● **Problem to work on**
Reproduce the records exactly. Leave the pictures out.

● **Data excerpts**
■ ■ ■ ■ ■ ■ ■

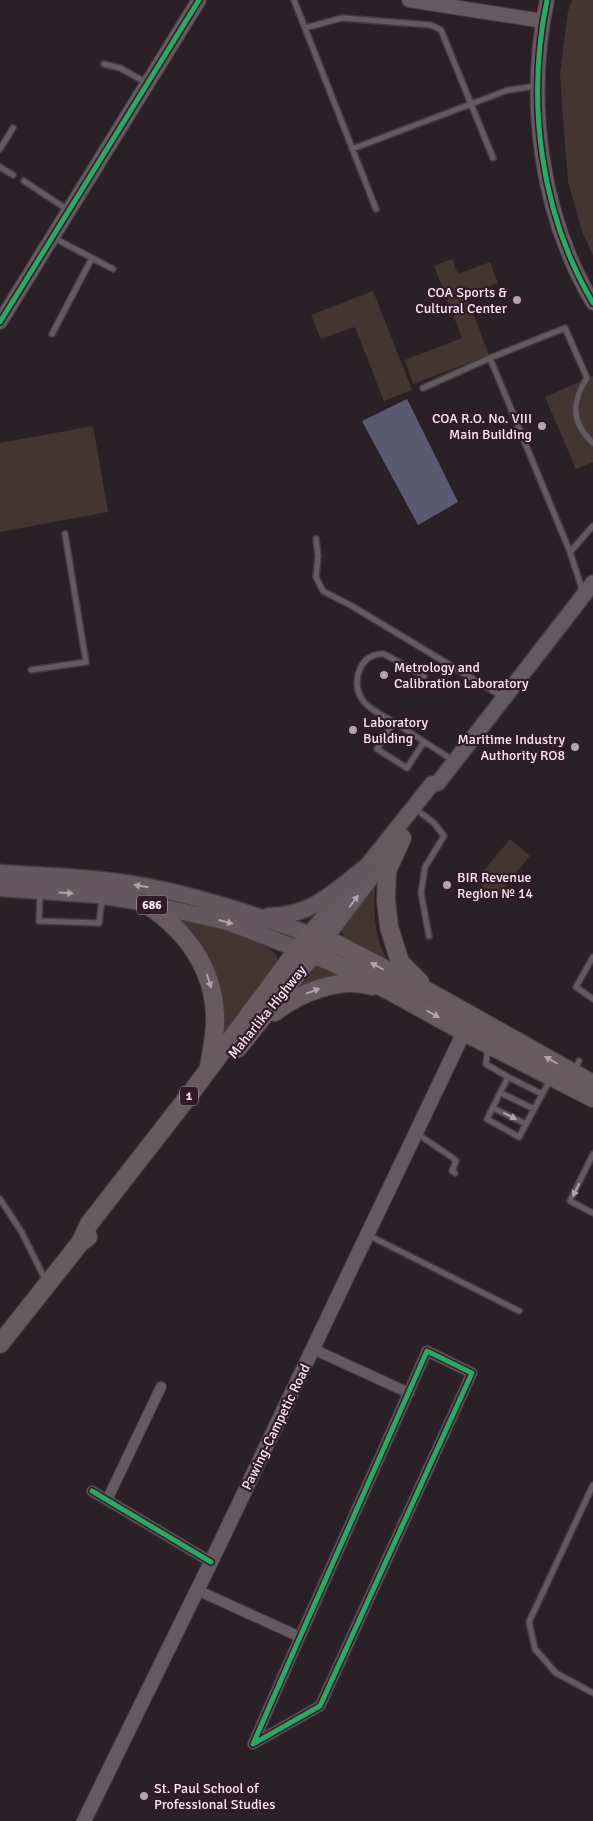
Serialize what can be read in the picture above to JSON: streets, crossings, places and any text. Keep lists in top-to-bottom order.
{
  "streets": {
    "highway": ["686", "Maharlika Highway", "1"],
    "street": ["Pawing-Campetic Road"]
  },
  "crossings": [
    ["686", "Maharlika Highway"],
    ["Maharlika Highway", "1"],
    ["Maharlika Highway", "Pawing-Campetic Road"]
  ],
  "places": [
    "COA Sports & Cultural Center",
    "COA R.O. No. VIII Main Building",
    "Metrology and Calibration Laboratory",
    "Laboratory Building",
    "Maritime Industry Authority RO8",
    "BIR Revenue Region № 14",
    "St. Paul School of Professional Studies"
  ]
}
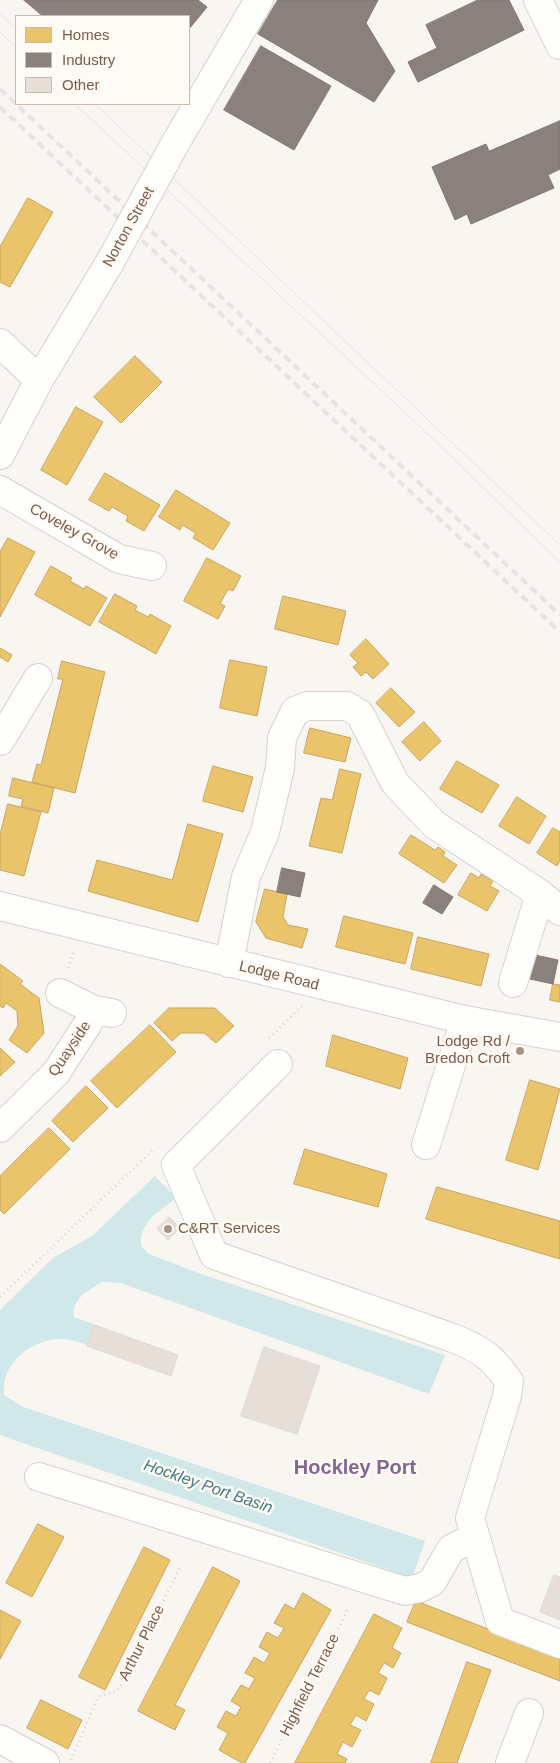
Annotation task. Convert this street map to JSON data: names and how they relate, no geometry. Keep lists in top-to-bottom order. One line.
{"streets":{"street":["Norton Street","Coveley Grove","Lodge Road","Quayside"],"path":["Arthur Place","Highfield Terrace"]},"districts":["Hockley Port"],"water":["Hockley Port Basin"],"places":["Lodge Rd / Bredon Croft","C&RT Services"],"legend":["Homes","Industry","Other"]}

■ ■ ■ ■ ■ ■ ■

● **Task solution**
Serialize what can be read in the picture above to JSON: streets, crossings, places and any text. Keep lists in top-to-bottom order.
{
  "streets": {
    "highway": ["686", "Maharlika Highway", "1"],
    "street": ["Pawing-Campetic Road"]
  },
  "crossings": [
    ["686", "Maharlika Highway"],
    ["Maharlika Highway", "1"],
    ["Maharlika Highway", "Pawing-Campetic Road"]
  ],
  "places": [
    "COA Sports & Cultural Center",
    "COA R.O. No. VIII Main Building",
    "Metrology and Calibration Laboratory",
    "Laboratory Building",
    "Maritime Industry Authority RO8",
    "BIR Revenue Region № 14",
    "St. Paul School of Professional Studies"
  ]
}
Annotation task. Convert this street map to JSON data: names and how they relate, no geometry. Keep lists in top-to-bottom order. One line.
{"streets":{"street":["Norton Street","Coveley Grove","Lodge Road","Quayside"],"path":["Arthur Place","Highfield Terrace"]},"districts":["Hockley Port"],"water":["Hockley Port Basin"],"places":["Lodge Rd / Bredon Croft","C&RT Services"],"legend":["Homes","Industry","Other"]}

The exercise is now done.